Work to complete » Write out the listing beneath this instruction in its entirety, exactly as it reads.

Recorded information »
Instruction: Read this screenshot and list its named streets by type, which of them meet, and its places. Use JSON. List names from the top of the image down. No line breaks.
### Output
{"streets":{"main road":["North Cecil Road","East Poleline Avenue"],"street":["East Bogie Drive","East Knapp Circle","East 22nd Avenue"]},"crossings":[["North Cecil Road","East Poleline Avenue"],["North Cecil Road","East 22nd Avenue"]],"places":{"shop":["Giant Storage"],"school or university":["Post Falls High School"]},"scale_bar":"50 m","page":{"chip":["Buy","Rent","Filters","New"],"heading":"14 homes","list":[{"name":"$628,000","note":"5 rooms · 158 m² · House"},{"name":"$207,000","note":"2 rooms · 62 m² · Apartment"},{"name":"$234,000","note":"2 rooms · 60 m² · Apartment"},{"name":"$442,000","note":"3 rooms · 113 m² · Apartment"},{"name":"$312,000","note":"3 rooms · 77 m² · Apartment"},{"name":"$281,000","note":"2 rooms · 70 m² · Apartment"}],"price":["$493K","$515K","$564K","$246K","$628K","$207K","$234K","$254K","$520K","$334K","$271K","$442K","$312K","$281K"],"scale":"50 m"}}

Exercise solution »
Instruction: Read this screenshot and list its named streets by type, which of them meet, and its places. Use JSON. List names from the top of the image down. No line breaks.
### Output
{"streets":{"main road":["North Cecil Road","East Poleline Avenue"],"street":["East Bogie Drive","East Knapp Circle","East 22nd Avenue"]},"crossings":[["North Cecil Road","East Poleline Avenue"],["North Cecil Road","East 22nd Avenue"]],"places":{"shop":["Giant Storage"],"school or university":["Post Falls High School"]},"scale_bar":"50 m","page":{"chip":["Buy","Rent","Filters","New"],"heading":"14 homes","list":[{"name":"$628,000","note":"5 rooms · 158 m² · House"},{"name":"$207,000","note":"2 rooms · 62 m² · Apartment"},{"name":"$234,000","note":"2 rooms · 60 m² · Apartment"},{"name":"$442,000","note":"3 rooms · 113 m² · Apartment"},{"name":"$312,000","note":"3 rooms · 77 m² · Apartment"},{"name":"$281,000","note":"2 rooms · 70 m² · Apartment"}],"price":["$493K","$515K","$564K","$246K","$628K","$207K","$234K","$254K","$520K","$334K","$271K","$442K","$312K","$281K"],"scale":"50 m"}}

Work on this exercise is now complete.